### [Task instructions]
The string "lineWidth" appears in some lines of the entries that follow; copy each such line.

### [Data shown]
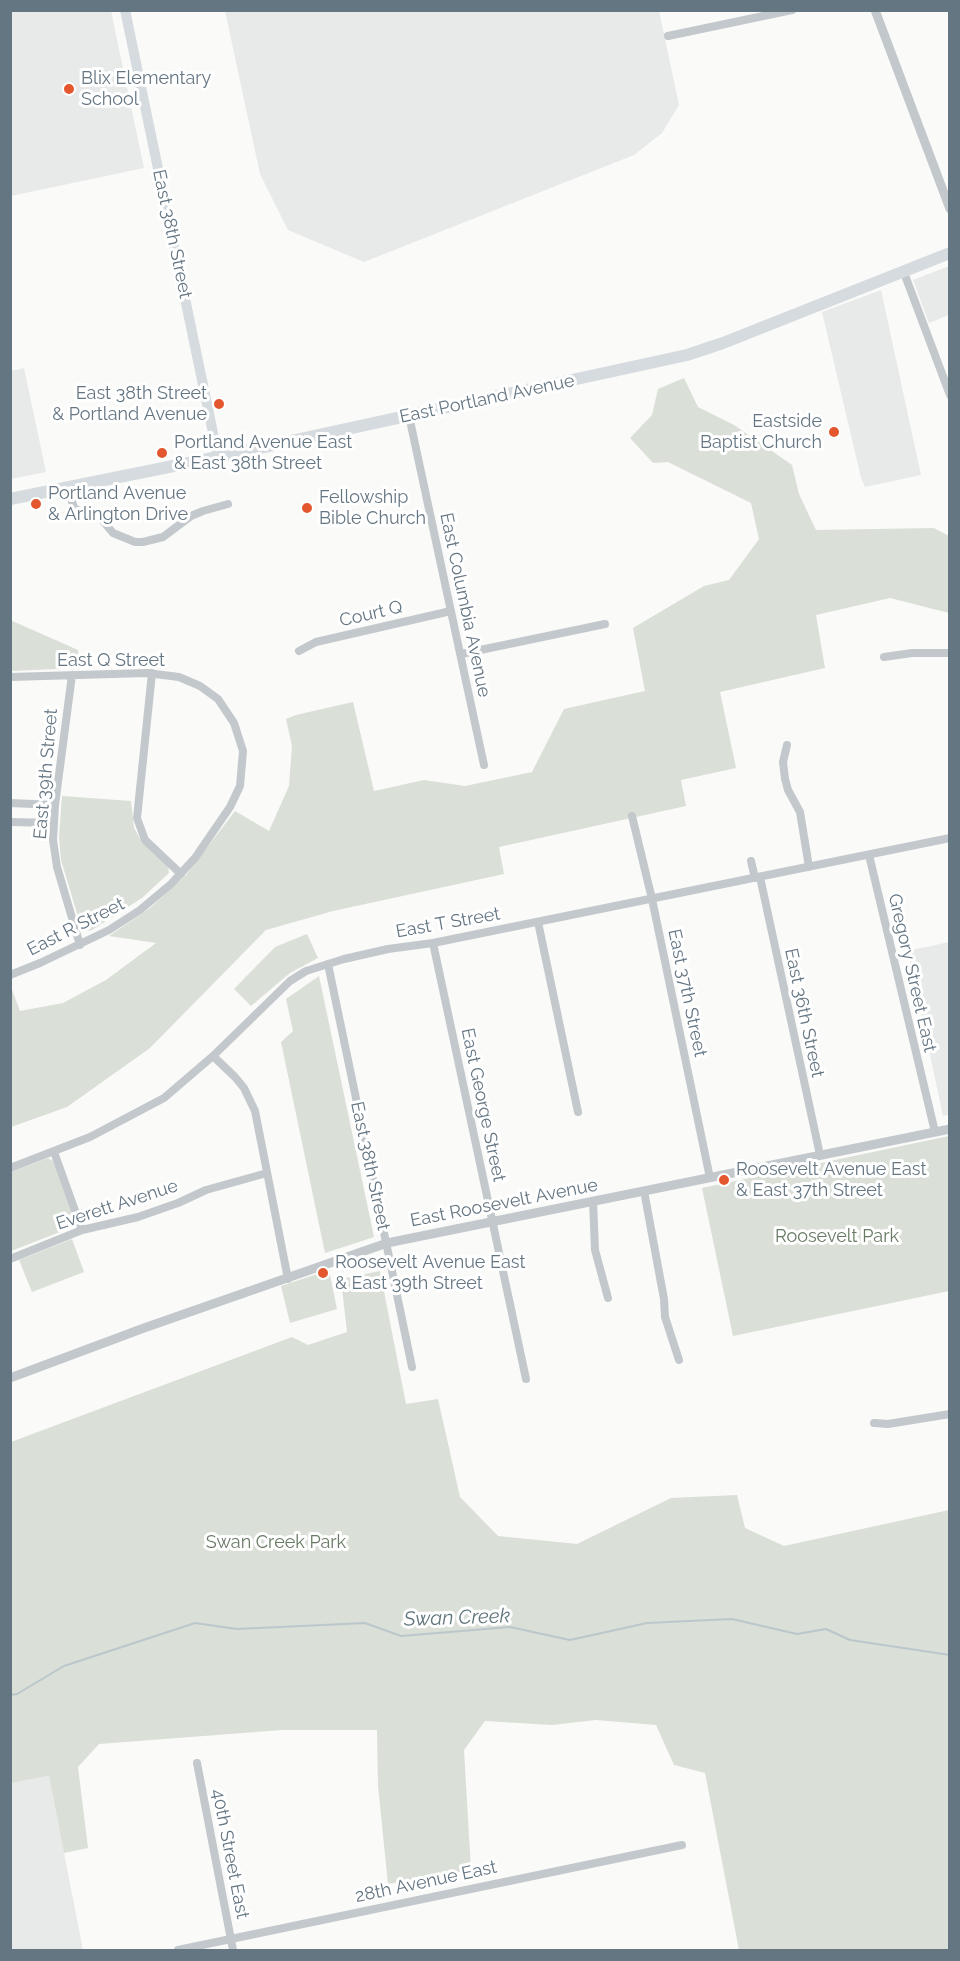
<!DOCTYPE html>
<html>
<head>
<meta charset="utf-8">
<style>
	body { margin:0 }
	#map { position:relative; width:960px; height:1961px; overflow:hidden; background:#fafaf8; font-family:Raleway,sans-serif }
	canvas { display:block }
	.frame { position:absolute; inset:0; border:12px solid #657683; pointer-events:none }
</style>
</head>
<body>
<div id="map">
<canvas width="960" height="1961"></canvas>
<div class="frame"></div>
</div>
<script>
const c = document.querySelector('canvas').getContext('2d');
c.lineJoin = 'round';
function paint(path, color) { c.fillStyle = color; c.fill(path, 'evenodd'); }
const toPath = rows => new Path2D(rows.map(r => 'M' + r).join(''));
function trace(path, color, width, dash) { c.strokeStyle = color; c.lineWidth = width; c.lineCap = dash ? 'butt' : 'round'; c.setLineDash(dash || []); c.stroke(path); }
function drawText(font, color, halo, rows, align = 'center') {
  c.font = font + ' Raleway,sans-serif'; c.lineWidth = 6; c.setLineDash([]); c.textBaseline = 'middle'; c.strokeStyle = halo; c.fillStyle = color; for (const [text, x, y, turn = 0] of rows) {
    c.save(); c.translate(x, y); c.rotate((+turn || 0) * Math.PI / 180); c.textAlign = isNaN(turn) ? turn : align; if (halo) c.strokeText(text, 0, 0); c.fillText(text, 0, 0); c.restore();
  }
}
paint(toPath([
	[10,11,111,11,144,168,11,196],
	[225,11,659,11,679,105,662,133,634,155,364,262,288,230,260,174],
	[949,266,949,315,929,323,913,280],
	[881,290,921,475,865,487,861,478,822,312],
	[24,368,46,472,11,479,11,371],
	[949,942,950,1114,943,1116,908,951],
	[49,1776,83,1950,11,1950,11,1783]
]), '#e8e9e9');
paint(toPath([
	[684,378,698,407,734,425,792,465,799,494,816,530,934,528,949,536,949,613,890,598,816,615,825,668,720,692,736,768,681,780,686,806,499,847,504,874,333,911,266,930,150,1048,67,1107,11,1127,10,984,20,1011,63,1003,106,980,156,943,109,936,150,908,186,875,235,811,269,831,289,786,292,746,286,719,296,715,353,702,374,791,424,780,465,786,532,772,564,709,645,691,633,628,704,586,729,580,759,539,751,503,668,462,653,463,630,438,652,415,658,389],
	[10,620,78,650,79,668,11,671],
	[62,796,131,801,134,828,142,842,168,866,169,873,142,898,92,930,87,931,82,930,61,860,59,837],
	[307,934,318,958,290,973,251,1006,234,989,275,947],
	[319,976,374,1237,325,1253,281,1042,293,1031,286,999],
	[949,1136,949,1291,733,1336,702,1188],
	[48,1158,55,1162,76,1223,73,1227,11,1251,11,1172],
	[72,1239,84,1272,32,1292,19,1260],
	[329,1270,337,1309,290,1323,281,1286],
	[380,1271,406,1404,438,1399,460,1497,498,1536,577,1544,671,1498,737,1495,745,1528,784,1546,949,1510,949,1950,739,1950,705,1773,674,1765,656,1725,596,1720,552,1725,485,1721,464,1750,471,1870,388,1884,378,1786,377,1730,282,1730,99,1744,78,1767,88,1848,64,1853,49,1776,11,1783,11,1442,292,1337,308,1345,347,1332,341,1279]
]), '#dadfd7');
trace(toPath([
	[10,1695,17,1694,64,1666,195,1623,237,1629,365,1623,401,1636,510,1627,570,1640,647,1623,732,1619,797,1634,826,1629,850,1640,950,1655]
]), '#bbc7cb', 2);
trace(toPath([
	[668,36,792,10],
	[903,270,950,395],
	[409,416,484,765],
	[68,488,74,508,81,512,98,515,113,533,135,542,143,542,163,537,191,516,203,511,228,504],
	[299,651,316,642,451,611],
	[461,654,605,624],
	[884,657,912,653,950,653],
	[152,673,137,818,145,840,181,874],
	[72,675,55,805,53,840,57,867,80,945],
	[10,677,147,673,179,677,200,686,218,699,234,723,243,751,240,786,230,807,195,858,171,884,140,910,109,930,40,963,10,975],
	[787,745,783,762,785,779,788,790,800,812,809,867],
	[10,803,55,805],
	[632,816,652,899,710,1178],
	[10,822,53,823],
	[869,855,935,1132],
	[751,861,755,878],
	[760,877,820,1155],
	[538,922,578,1112],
	[433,943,526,1379],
	[328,964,412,1367],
	[213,1056,235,1077,244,1088,255,1111,288,1279],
	[54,1152,82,1230],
	[10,1168,90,1137,164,1098,213,1056,290,981,306,971,344,959,388,949,433,943,950,838],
	[644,1191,664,1299,665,1317,679,1360],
	[593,1201,595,1250,608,1298],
	[10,1259,82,1230,138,1217,178,1203,206,1190,267,1173],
	[874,1423,888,1424,950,1414],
	[197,1763,233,1950],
	[178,1950,682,1845]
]), '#c3c8cc', 8);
trace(toPath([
	[875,10,950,209],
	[10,1378,144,1328,387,1243,950,1129]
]), '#c3c8cc', 9);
trace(toPath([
	[125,10,218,457]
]), '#d6dbdf', 10);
trace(toPath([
	[10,499,218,457,687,355,723,343,950,253]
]), '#d6dbdf', 12);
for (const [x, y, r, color] of [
	[69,89,6,"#e4572e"],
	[219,404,6,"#e4572e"],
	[834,432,6,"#e4572e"],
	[162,453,6,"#e4572e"],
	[36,504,6,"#e4572e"],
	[307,508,6,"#e4572e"],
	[724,1180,6,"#e4572e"],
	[323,1273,6,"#e4572e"]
]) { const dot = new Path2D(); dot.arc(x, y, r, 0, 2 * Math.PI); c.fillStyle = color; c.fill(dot); trace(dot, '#fff', 2); }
drawText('18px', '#657683', '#fff', [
	["Blix Elementary",81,79],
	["School",81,100],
	["East 38th Street",207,394,"right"],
	["& Portland Avenue",207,415,"right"],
	["Eastside",822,422,"right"],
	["Baptist Church",822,443,"right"],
	["Portland Avenue East",174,443],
	["& East 38th Street",174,464],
	["Portland Avenue",48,494],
	["& Arlington Drive",48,515],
	["Fellowship",319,498],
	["Bible Church",319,519],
	["Roosevelt Avenue East",736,1170],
	["& East 37th Street",736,1191],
	["Roosevelt Avenue East",335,1263],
	["& East 39th Street",335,1284]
], 'left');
drawText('18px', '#657683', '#fff', [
	["East 38th Street",172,234,78],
	["East Portland Avenue",487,399,-12],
	["East Columbia Avenue",465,605,78],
	["Court Q",371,614,-13],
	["East Q Street",111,661],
	["East 39th Street",46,774,-85],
	["East T Street",448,923,-10],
	["East R Street",76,927,-27],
	["Gregory Street East",912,973,77],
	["East 37th Street",687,993,78],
	["East 36th Street",804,1013,78],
	["East George Street",483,1105,78],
	["East 38th Street",370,1166,78],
	["East Roosevelt Avenue",504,1203,-11],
	["Everett Avenue",117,1205,-18],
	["40th Street East",230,1854,79],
	["28th Avenue East",426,1882,-12]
]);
drawText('18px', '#687a64', '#fff', [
	["Roosevelt Park",837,1237],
	["Swan Creek Park",276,1543]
]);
drawText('italic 20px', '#60757c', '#fff', [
	["Swan Creek",457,1618,-2]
]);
</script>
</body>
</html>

### [Answer]
function trace(path, color, width, dash) { c.strokeStyle = color; c.lineWidth = width; c.lineCap = dash ? 'butt' : 'round'; c.setLineDash(dash || []); c.stroke(path); }
  c.font = font + ' Raleway,sans-serif'; c.lineWidth = 6; c.setLineDash([]); c.textBaseline = 'middle'; c.strokeStyle = halo; c.fillStyle = color; for (const [text, x, y, turn = 0] of rows) {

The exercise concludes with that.